Enclosure Col. James C. Adamson, U.S. Army (Ret.)
CEO, Monarch Precision, LLC, Consulting firm
Colonel Adamson, a former astronaut, has an extensive background in aerodynamics as well as business management. He received his Bachelor of Science degree in Engineering from the U.S. Military Academy at West Point and his Master's degree in Aerospace Engineering from Princeton University. He returned to West Point as an Assistant Professor of Aerodynamics until selected to attend the Navy Test Pilot School at Patuxent River, Md. in 1979. In 1981 he became Aerodynamics Officer for the Space Shuttle Operational Flight Test Program at the Johnson Space Center's Mission Control Center. Colonel Adamson became an astronaut in 1984 and flew two missions, one aboard Columbia (STS-28) and the second aboard Atlantis (STS-43).
After retiring from NASA in 1992, he created his own consulting firm, Monarch Precision, and was then recruited by Lockheed as President/CEO of Lockheed Engineering and Sciences Company. In 1995 he helped create United Space Alliance and became their first Chief Operating Officer, where he remained until 1999. In late 1999, Colonel Adamson was again recruited to serve as President/CEO of Allied Signal Technical Services Corporation, which later became Honeywell Technology Solutions, Inc. Retiring from Honeywell in 2001, Colonel Adamson resumed part-time consulting with his own company, Monarch Precision, LLC. In addition to corporate board positions, he has served as a member of the NASA Advisory Council Task Force on Shuttle-Mir Rendezvous and Docking Missions and is currently a member of the NASA Advisory Council Task Force on International Space Station Operational Readiness.
Enclosure Lt. General Thomas Stafford, U.S. Air Force (Ret.)
President, Stafford, Burke & Hecker Inc., technical consulting
General Stafford, an honors graduate of the U.S. Naval Academy, joined the space program in 1962 and flew four missions during the Gemini and Apollo programs. He piloted Gemini 6 and Gemini 9, and traveled to the moon as Commander of Apollo 10. He was assigned as head of the astronaut group in June 1969, responsible for the selection of flight crews for projects Apollo and Skylab.
In 1971, Stafford was assigned as Deputy Director of Flight Crew Operations at the NASA Manned Spaceflight Center. His last mission, the Apollo-Soyuz Test Project in 1975, achieved the first rendezvous between American and Soviet spacecrafts.

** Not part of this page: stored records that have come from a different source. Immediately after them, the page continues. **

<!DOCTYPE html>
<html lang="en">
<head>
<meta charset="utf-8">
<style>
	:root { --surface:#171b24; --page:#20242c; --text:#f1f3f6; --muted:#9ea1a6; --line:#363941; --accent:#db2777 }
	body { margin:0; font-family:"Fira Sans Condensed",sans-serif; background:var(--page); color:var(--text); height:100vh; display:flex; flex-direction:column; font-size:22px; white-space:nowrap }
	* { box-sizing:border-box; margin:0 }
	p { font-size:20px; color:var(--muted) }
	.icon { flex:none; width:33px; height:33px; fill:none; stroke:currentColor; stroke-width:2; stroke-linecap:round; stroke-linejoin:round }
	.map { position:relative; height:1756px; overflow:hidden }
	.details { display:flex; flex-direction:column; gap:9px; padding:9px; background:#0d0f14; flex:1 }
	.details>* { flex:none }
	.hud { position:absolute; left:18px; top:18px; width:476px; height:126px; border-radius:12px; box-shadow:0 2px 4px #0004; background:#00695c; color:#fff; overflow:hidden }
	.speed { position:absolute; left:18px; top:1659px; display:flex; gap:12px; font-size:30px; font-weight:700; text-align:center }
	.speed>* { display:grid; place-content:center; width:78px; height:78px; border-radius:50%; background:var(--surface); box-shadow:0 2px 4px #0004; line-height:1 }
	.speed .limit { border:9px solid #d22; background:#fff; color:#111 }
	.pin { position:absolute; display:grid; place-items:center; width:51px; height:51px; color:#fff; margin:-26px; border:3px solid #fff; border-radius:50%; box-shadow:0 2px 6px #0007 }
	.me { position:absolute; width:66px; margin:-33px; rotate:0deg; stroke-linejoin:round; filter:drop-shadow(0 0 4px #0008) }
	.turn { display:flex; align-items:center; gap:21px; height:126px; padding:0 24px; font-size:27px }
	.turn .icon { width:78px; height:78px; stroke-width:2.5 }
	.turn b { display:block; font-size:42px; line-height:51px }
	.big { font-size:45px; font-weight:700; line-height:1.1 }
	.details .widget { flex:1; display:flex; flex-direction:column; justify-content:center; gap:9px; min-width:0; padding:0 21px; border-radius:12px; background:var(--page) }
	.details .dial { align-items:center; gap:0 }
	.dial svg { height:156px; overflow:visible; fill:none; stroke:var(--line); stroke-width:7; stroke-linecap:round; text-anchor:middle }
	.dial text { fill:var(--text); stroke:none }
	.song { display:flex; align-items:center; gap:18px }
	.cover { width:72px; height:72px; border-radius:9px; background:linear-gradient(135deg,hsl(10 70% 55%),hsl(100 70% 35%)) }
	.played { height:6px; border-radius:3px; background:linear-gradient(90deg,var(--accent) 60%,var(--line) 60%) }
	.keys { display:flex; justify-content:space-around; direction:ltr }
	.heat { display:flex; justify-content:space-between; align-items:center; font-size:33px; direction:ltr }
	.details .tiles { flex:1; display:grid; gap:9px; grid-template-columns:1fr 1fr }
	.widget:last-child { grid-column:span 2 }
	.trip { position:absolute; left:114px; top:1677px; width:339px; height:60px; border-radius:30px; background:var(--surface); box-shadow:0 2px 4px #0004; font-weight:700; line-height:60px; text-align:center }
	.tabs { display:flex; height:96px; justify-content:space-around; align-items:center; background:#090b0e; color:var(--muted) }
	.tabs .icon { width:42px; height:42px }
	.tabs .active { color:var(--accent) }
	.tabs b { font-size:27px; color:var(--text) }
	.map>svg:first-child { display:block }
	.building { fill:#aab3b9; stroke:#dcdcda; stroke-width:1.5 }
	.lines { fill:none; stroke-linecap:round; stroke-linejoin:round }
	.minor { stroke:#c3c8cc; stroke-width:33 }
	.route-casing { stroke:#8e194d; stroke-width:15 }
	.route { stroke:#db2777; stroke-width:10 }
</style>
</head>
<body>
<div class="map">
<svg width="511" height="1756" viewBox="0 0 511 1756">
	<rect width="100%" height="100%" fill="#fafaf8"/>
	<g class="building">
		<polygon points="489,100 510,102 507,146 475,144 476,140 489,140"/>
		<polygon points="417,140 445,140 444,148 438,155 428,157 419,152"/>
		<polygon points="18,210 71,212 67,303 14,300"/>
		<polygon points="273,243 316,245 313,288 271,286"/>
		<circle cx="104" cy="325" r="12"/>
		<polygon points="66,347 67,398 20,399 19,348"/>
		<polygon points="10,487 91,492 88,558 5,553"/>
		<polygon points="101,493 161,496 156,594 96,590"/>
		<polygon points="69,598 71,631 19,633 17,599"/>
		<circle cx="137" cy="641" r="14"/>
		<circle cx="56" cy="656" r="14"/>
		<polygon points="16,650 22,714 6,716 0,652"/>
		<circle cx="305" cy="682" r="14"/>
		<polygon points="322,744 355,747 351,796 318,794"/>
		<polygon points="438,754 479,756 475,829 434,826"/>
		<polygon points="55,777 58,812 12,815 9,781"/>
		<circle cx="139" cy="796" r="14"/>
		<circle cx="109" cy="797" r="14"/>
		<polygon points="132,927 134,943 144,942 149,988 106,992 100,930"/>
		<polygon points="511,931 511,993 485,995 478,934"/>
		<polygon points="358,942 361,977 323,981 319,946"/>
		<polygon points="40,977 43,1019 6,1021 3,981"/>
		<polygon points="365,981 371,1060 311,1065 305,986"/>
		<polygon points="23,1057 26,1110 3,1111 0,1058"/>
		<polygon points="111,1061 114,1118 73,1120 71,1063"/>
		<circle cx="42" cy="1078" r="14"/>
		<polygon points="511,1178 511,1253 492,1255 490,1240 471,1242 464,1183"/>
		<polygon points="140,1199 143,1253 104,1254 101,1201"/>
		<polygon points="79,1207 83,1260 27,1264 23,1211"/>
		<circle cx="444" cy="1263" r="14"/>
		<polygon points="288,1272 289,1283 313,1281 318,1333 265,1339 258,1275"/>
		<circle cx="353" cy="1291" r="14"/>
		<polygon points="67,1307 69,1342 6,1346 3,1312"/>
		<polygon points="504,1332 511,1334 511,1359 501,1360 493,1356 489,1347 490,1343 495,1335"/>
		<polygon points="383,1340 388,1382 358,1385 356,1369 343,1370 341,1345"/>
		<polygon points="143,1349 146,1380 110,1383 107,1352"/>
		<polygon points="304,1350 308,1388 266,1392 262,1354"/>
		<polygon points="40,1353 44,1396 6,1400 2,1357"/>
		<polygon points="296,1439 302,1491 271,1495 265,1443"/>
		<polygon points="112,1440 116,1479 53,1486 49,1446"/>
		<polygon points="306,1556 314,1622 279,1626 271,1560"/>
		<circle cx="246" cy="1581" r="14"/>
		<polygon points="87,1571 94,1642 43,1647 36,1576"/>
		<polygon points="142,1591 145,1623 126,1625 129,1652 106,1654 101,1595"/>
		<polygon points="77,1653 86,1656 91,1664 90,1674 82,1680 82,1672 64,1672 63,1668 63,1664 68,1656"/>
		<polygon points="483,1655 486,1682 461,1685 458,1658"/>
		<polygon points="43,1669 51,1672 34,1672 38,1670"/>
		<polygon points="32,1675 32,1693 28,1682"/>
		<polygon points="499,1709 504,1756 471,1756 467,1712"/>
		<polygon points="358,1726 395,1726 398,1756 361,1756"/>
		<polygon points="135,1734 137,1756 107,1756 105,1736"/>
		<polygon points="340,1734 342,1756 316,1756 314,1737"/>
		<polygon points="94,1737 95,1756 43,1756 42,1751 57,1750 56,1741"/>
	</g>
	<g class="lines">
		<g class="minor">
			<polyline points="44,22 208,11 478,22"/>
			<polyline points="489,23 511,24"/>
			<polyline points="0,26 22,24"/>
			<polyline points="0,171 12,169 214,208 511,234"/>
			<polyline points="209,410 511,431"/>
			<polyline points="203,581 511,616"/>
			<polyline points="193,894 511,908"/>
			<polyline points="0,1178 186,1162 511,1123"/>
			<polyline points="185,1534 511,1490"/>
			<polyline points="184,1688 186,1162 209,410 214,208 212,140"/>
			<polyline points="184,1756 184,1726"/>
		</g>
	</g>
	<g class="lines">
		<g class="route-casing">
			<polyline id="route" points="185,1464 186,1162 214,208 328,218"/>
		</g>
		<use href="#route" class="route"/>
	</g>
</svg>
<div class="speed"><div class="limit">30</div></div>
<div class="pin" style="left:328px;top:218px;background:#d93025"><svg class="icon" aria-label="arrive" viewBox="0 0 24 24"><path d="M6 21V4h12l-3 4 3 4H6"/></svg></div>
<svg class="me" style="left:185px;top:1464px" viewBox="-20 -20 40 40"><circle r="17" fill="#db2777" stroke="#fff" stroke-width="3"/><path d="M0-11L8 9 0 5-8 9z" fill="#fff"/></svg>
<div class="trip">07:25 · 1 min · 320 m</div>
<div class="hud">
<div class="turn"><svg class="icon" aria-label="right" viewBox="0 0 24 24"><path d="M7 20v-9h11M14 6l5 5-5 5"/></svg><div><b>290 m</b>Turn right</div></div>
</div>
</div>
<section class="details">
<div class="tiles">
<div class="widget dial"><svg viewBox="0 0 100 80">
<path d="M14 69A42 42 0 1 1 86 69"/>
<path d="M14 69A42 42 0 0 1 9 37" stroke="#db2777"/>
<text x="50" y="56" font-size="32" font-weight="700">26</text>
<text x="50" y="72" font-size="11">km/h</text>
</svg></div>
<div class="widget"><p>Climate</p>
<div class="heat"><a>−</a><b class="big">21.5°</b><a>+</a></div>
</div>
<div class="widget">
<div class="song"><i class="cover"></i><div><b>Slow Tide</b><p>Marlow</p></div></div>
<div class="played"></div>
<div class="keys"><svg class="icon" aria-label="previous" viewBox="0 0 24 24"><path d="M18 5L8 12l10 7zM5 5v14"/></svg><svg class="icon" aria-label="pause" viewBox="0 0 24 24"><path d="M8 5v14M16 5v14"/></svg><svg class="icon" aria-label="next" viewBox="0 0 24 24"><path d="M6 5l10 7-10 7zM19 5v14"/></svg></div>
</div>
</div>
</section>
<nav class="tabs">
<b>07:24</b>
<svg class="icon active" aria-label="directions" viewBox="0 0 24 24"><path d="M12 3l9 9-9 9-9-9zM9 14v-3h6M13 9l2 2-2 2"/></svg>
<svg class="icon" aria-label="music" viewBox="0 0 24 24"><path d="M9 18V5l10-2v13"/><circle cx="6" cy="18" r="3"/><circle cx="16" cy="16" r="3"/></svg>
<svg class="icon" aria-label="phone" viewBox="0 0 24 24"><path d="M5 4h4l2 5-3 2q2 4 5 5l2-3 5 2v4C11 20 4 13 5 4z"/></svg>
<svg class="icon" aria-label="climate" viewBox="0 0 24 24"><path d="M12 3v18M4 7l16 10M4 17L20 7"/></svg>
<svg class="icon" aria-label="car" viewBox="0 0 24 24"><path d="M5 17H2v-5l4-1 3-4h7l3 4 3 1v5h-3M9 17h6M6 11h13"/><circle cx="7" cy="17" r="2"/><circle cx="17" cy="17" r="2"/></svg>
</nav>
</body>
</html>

He left NASA in 1975 to head the Air Force Test Flight Center at Edwards Air Force Base and in 1978 assumed duties as Deputy Chief of Staff, Research Development and Acquisition, USAF Headquarters in Washington. He retired from government service in 1979 and became an aerospace consultant.
Stafford has served as Defense Advisor to former President Ronald Reagan; and headed The Synthesis Group, which was tasked with plotting the U. S. return to the moon and eventual journey to Mars.
Throughout his careers in the Air Force and NASA space program, he has received many awards and medals including the Congressional Space Medal of Honor in 1993. He served on the National Research Council's Aeronautics and Space Engineering Board, the Committee on NASA Scientific and Technological Program Reviews, and the Space Policy Advisory Council.
He was Chairman of the NASA Advisory Council Task Force on Shuttle-Mir Rendezvous and Docking Missions. He is currently the Chairman of the NASA Advisory Council Task Force on International Space Station Operational Readiness.